(Records from a collection)
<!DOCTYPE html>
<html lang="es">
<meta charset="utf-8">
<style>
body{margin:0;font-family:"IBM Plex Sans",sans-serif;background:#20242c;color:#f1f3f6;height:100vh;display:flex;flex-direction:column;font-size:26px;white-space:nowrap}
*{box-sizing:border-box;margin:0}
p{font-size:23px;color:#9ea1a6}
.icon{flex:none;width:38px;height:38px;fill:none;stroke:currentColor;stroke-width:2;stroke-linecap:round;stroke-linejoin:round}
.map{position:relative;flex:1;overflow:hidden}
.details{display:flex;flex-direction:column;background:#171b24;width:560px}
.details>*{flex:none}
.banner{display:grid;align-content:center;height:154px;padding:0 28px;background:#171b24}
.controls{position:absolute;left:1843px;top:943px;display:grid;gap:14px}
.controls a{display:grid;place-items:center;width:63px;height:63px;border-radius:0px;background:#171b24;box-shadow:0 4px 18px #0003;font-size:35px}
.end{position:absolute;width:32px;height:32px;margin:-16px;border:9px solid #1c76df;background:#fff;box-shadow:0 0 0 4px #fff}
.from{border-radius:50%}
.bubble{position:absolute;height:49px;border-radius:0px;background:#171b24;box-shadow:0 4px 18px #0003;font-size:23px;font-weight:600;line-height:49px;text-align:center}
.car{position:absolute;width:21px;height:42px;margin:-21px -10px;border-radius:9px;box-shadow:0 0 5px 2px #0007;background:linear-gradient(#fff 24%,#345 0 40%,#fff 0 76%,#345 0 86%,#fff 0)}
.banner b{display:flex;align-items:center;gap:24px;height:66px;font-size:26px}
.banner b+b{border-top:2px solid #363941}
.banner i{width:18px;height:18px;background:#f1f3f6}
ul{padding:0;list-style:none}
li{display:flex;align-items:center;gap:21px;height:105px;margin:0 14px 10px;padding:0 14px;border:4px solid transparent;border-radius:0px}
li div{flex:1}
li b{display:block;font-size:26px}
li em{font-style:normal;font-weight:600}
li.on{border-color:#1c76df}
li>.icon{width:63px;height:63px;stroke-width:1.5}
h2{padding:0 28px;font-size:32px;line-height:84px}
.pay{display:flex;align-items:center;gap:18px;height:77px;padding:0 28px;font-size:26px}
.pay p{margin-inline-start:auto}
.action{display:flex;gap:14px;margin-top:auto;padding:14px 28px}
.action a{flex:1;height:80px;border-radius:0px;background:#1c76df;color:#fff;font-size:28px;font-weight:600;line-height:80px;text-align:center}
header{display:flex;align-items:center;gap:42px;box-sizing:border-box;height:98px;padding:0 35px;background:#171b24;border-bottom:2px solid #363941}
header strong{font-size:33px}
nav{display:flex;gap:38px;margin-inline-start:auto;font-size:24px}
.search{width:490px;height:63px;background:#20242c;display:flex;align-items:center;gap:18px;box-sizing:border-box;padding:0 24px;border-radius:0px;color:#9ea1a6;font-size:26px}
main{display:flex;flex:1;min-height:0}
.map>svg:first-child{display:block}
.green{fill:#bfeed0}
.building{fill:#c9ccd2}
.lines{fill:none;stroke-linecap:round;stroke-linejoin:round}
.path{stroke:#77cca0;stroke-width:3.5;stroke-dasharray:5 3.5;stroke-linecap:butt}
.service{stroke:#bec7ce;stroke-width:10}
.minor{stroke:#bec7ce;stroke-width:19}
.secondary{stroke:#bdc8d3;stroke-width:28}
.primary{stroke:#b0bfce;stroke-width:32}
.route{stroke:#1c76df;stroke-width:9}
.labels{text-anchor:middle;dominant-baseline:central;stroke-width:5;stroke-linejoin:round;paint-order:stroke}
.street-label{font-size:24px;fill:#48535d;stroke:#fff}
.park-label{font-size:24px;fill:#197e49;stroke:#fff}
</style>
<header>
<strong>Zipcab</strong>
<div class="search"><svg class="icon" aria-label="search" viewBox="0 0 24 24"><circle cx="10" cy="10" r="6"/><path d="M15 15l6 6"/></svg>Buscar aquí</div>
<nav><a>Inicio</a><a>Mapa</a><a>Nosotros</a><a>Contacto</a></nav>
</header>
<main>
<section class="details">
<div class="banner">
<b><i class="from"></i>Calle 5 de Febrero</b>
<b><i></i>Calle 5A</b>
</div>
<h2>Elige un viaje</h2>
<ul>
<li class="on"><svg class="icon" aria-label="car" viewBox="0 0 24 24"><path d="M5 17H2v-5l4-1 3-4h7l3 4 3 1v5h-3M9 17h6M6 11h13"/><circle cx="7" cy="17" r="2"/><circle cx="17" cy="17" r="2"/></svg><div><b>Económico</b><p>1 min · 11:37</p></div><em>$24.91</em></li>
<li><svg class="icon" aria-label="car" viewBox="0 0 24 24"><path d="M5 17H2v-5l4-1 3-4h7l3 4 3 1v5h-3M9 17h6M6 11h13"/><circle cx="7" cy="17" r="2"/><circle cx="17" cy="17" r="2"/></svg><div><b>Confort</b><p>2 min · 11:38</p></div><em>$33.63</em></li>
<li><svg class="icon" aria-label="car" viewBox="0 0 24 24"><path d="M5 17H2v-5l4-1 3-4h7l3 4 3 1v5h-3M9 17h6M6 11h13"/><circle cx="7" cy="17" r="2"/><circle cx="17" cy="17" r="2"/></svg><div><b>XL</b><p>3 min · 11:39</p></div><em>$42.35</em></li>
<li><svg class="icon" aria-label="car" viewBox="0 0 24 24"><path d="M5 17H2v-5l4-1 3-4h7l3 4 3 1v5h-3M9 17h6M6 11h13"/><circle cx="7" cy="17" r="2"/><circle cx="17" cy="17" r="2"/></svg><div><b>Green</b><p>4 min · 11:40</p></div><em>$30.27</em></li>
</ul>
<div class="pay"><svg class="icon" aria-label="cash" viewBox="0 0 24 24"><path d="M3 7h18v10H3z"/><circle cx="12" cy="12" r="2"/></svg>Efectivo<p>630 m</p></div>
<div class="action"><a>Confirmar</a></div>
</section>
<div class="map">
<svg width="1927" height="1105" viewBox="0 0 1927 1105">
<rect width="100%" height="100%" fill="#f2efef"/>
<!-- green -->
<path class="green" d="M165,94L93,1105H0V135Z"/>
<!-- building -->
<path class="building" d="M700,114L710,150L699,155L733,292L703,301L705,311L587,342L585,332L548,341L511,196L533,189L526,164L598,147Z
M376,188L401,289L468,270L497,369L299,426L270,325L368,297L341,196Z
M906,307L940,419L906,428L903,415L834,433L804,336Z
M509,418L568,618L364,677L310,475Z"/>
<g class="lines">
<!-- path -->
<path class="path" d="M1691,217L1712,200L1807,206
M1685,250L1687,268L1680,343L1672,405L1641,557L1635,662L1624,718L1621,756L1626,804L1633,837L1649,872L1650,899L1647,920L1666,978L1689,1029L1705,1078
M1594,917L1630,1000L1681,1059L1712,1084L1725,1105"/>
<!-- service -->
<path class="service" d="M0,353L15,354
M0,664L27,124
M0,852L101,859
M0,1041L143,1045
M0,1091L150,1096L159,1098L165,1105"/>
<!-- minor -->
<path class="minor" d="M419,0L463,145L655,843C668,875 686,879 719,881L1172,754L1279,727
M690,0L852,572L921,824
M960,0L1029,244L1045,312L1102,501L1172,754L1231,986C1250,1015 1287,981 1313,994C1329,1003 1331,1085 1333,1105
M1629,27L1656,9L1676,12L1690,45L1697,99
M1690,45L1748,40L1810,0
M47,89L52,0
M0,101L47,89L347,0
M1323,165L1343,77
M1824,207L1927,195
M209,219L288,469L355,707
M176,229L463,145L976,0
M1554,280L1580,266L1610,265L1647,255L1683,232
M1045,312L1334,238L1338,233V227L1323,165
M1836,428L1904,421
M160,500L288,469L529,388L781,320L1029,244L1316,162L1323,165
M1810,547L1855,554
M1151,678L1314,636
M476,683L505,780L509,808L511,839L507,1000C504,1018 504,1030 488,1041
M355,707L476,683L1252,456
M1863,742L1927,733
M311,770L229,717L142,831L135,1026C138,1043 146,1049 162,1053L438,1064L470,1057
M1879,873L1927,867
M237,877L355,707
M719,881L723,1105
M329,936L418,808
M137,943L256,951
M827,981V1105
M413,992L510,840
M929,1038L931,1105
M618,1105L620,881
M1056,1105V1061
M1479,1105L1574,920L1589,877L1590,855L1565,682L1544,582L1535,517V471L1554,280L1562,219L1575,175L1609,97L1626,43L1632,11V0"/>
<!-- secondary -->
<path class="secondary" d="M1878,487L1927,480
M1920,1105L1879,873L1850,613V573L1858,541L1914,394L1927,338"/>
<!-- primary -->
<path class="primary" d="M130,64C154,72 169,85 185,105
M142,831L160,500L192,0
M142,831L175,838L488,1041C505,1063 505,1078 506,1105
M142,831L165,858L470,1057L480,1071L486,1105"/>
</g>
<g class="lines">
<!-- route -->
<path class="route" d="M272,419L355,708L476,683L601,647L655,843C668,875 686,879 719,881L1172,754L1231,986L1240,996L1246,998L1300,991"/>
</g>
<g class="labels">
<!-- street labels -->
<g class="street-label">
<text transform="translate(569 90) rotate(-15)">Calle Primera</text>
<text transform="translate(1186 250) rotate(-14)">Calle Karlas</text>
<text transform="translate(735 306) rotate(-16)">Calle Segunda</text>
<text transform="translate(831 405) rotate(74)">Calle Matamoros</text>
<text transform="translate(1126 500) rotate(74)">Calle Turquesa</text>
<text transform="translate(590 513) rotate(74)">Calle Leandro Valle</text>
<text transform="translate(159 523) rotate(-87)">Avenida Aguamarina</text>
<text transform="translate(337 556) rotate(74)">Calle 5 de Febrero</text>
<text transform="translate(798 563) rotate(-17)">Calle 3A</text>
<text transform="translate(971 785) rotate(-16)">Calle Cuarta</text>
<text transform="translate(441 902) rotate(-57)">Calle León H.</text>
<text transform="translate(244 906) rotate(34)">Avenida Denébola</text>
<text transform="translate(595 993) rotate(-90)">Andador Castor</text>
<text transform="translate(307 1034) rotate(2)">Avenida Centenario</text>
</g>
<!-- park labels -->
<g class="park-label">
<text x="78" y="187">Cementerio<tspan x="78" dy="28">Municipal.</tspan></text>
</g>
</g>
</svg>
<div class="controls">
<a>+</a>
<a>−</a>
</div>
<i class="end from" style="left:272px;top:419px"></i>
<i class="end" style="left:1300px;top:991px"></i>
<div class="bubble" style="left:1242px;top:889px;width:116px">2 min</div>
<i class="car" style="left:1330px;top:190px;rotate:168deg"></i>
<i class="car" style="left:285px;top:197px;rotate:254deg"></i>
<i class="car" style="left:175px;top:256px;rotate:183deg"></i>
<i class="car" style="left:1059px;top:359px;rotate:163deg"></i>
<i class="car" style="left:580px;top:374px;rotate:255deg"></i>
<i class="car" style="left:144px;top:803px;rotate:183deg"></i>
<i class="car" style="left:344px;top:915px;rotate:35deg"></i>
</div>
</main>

● **TASK STATEMENT**
Please give the count of lines above with "shadow", nothing else.

● **PROBLEM SOLUTION**
4